Update the logic of misspell identification #44

R1j1t · 2020-12-21T19:08:57Z

Is your feature request related to a problem? Please describe.
The current logic of misspelling identification relies on vocab.txt from the transformer model. BERT tokenisers break not such common words into subwords and subsequently store the sub-words in vocab.txt. Hence the original word might not be present in vocab.txt and be identified as misspelt.

Describe the solution you'd like
Still not clear, need to look into some papers on this.

Describe alternatives you've considered
Alternate which I can think of right now will be 2 folds:

ask user to provide list of such words and append in the vocab.txt from the transformers model
if the proposed change is ##x then check the editdistance from detokenised form of that word + previous word

Additional context
#30 explosion/spaCy#3994

The text was updated successfully, but these errors were encountered:

letconex · 2020-12-22T18:28:39Z

Concerning the logic: Is this a viable response?

>>> doc = nlp("This is a majour mistaken.")
>>> print(doc._.outcome_spellCheck)
This is a fact mistaken.
>>> doc = nlp("This is a majour mistake.")
>>> print(doc._.outcome_spellCheck)
This is a major mistake.
>>> doc = nlp("This is a majour mistakes.")
>>> print(doc._.outcome_spellCheck)
This is a for mistakes.
>>> doc = nlp("This is a majour misstake.")
>>> print(doc._.outcome_spellCheck)
This is a minor story.

R1j1t · 2020-12-23T10:54:55Z

That is not the desired response. But it is based on the current logic. If you want to improve accuracy, please try pass the vocab file

contextualSpellCheck/contextualSpellCheck/contextualSpellCheck.py

Lines 34 to 35 in 15b30eb

    
                       vocab_path (str, optional): Vocabulary file path to be used by the 
        
                                                    model . Defaults to "".

This will help model prevent False positives. Feel free to open a PR with a fix!

kshitij12345 · 2021-01-09T15:30:48Z

One side-effect of using the current transformers tokenizer logic is that it would by default support multi-lingual models. Otherwise I am not sure but I think different languages might require different spell-checkers as per the language nuances.

R1j1t · 2021-01-09T17:29:58Z

As mentioned in the README

This package currently focuses on Out of Vocabulary (OOV) word or non-word error (NWE) correction using BERT model.

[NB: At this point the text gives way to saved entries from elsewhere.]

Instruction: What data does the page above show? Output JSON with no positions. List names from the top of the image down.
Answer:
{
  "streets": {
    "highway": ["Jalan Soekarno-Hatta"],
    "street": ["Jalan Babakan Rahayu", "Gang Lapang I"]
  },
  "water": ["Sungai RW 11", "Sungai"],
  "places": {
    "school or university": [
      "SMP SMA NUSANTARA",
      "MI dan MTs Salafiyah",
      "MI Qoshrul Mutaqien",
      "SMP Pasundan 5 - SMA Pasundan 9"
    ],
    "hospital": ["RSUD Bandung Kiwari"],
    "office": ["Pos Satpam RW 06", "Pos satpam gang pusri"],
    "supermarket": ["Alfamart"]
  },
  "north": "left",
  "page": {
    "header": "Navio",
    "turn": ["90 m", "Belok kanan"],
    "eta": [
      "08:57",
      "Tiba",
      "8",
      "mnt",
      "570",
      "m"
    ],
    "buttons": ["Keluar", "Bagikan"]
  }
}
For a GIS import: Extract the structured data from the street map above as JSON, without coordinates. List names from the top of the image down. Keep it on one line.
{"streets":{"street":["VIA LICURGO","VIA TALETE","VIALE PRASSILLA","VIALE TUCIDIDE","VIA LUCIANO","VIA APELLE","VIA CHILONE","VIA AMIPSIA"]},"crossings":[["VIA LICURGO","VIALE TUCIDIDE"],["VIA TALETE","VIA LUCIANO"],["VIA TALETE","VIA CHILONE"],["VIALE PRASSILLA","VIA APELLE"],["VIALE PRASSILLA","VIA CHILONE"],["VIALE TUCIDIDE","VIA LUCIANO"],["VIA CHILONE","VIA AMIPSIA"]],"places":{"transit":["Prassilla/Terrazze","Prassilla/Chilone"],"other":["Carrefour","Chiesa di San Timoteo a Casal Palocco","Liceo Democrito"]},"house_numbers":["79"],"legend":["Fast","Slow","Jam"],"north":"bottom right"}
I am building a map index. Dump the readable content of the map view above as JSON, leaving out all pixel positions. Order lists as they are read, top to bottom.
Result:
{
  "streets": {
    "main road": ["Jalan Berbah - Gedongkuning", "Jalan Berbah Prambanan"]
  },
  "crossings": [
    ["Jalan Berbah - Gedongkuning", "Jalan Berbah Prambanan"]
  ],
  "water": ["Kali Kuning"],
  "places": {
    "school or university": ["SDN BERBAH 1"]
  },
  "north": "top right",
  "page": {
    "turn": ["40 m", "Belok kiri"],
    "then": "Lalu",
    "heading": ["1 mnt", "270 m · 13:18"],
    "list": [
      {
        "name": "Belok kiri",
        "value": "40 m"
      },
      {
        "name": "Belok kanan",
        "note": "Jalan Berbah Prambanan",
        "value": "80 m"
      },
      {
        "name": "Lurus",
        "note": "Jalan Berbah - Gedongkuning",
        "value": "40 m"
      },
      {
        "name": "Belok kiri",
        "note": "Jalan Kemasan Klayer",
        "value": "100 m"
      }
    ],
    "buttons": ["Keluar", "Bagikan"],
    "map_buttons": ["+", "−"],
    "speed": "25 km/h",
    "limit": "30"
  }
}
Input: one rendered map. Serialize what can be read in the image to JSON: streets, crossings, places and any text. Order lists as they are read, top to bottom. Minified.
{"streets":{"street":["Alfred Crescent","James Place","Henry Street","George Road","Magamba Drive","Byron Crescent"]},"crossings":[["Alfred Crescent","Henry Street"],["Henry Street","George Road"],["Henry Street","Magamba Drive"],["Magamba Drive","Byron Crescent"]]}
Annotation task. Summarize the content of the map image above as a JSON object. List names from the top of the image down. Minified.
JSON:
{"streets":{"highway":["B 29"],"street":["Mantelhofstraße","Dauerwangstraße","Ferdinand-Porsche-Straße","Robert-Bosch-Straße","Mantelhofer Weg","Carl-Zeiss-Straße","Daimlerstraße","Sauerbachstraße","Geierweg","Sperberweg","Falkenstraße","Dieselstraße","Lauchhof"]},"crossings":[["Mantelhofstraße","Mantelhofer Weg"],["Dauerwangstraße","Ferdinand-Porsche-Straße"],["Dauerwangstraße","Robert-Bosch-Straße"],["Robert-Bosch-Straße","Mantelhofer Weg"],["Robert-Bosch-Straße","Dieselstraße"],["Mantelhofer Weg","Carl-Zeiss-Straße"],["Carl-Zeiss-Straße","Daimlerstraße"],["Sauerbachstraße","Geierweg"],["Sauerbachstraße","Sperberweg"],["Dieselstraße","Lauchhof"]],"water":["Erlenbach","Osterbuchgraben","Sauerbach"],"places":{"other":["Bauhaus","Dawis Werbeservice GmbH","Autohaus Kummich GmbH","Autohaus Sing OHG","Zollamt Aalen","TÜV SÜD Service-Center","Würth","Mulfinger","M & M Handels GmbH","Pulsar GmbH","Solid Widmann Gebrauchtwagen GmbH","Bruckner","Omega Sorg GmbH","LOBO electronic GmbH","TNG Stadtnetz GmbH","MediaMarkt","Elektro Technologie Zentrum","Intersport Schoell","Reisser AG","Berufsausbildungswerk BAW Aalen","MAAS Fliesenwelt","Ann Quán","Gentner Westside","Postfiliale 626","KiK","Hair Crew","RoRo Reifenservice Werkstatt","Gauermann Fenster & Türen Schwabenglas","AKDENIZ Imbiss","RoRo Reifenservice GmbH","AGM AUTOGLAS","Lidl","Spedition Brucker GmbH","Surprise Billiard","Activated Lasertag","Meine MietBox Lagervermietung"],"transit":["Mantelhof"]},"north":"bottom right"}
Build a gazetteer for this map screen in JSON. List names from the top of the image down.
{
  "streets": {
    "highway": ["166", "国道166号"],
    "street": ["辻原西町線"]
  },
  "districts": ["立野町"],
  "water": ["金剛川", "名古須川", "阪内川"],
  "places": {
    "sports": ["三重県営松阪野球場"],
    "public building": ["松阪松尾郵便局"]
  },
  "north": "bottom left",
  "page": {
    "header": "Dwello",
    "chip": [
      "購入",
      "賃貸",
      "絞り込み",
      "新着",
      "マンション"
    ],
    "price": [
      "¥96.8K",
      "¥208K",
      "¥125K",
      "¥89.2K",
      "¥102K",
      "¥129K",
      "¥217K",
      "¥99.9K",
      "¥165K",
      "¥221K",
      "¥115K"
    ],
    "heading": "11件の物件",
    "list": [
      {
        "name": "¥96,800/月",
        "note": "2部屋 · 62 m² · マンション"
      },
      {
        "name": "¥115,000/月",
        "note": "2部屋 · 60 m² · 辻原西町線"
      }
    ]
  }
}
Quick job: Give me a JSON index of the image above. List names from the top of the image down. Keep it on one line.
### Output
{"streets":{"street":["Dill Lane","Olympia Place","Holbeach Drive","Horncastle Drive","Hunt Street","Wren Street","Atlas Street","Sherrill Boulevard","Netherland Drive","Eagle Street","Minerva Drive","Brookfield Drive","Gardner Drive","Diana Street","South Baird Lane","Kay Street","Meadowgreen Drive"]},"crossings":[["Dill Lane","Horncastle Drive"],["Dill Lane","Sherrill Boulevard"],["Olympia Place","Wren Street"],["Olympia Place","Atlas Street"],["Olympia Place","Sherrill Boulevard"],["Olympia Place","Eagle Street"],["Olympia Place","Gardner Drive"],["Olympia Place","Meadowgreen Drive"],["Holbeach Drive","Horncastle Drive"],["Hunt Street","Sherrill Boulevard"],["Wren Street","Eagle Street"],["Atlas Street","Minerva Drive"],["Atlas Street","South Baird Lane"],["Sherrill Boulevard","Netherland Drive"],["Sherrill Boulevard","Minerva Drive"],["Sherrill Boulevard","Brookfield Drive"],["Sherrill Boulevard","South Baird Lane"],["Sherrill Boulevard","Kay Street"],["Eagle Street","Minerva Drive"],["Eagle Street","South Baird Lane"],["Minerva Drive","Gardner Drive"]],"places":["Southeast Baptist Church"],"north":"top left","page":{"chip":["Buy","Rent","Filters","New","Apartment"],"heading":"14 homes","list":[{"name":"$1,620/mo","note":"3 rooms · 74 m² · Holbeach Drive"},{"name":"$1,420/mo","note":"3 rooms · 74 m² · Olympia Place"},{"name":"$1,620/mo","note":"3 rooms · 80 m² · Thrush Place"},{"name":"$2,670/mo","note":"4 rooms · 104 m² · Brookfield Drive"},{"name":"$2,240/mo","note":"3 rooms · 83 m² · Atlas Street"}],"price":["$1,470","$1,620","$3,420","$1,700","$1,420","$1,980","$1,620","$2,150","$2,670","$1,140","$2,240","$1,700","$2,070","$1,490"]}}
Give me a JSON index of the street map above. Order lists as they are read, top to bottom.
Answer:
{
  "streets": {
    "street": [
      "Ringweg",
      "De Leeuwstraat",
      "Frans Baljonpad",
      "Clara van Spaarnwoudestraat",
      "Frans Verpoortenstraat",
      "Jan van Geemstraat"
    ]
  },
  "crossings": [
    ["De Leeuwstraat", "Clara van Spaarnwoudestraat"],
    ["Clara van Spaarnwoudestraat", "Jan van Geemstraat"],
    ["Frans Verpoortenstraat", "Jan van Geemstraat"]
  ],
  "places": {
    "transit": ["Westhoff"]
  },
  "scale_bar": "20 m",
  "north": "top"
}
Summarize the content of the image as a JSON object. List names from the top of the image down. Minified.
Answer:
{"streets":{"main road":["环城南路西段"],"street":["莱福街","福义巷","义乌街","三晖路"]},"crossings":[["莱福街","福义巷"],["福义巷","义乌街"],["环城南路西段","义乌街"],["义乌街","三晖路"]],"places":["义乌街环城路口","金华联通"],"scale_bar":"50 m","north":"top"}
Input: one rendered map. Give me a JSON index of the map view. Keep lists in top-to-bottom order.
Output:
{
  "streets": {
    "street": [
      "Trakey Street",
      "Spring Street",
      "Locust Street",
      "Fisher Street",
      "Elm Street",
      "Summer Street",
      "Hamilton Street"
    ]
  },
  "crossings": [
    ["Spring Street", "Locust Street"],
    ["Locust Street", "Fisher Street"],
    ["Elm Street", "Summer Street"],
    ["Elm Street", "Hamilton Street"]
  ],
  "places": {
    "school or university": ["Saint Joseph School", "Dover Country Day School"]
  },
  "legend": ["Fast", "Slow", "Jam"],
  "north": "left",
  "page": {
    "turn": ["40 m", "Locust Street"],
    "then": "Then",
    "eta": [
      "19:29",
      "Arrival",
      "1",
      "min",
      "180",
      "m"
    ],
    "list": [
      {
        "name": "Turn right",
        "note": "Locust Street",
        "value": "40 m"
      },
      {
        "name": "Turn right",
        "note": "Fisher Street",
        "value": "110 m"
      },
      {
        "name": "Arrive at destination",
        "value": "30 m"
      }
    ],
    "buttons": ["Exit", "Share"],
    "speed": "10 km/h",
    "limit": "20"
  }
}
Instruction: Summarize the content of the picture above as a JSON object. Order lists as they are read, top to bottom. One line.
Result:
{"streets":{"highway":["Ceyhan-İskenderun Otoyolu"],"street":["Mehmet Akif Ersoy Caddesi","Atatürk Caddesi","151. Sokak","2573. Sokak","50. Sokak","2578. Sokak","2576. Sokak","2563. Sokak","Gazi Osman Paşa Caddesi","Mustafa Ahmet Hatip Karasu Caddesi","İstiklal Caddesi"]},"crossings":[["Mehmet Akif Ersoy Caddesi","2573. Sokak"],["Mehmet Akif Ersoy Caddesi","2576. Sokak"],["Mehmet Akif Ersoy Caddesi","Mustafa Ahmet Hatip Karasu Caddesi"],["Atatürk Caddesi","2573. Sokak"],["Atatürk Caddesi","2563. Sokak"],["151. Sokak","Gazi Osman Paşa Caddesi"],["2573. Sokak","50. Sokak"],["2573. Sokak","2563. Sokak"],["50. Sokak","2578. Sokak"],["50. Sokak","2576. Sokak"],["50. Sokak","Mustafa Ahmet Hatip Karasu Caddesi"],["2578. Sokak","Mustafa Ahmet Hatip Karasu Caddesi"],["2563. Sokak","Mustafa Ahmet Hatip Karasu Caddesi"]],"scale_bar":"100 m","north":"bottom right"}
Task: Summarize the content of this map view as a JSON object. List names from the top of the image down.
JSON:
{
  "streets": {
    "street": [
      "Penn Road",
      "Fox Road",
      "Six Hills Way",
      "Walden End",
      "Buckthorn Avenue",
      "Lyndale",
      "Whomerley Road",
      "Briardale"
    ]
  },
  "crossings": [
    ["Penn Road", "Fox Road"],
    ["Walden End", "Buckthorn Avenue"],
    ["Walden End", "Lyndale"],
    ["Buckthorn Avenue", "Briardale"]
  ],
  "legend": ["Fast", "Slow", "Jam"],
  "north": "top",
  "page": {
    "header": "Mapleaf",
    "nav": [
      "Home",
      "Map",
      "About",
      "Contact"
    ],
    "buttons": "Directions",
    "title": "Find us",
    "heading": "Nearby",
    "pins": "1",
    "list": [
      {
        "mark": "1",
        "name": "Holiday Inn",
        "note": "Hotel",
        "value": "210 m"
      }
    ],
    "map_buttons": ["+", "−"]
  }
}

So lets say you want to perform spell correction on Japanese sentence:

provide Japanese spacy model: This will break the sentence into tokens. Now as this model is trained on Japanese language it knows the nuances (better than english model)
Provide the Japanese bert model (from tokenizer models): Which will provide the candidate word for OOV word. Note that vocabulary here is considered of the transformer model and not the spaCy model

Below is some code contributed to the repo for Japanese language:

contextualSpellCheck/examples/ja_example.py

Lines 4 to 13 in f8cbeb8

    
           nlp = spacy.load("ja_core_news_sm") 
        
           checker = ContextualSpellCheck( 
        
               model_name="cl-tohoku/bert-base-japanese-whole-word-masking", 
        
               max_edit_dist=2, 
        
           ) 
        
           nlp.add_pipe(checker) 
        
           doc = nlp("しかし大勢においては、ここような事故はウィキペディアの拡大には影響を及ぼしていない。") 
        
           print(doc._.performed_spellCheck) 
        
           print(doc._.outcome_spellCheck)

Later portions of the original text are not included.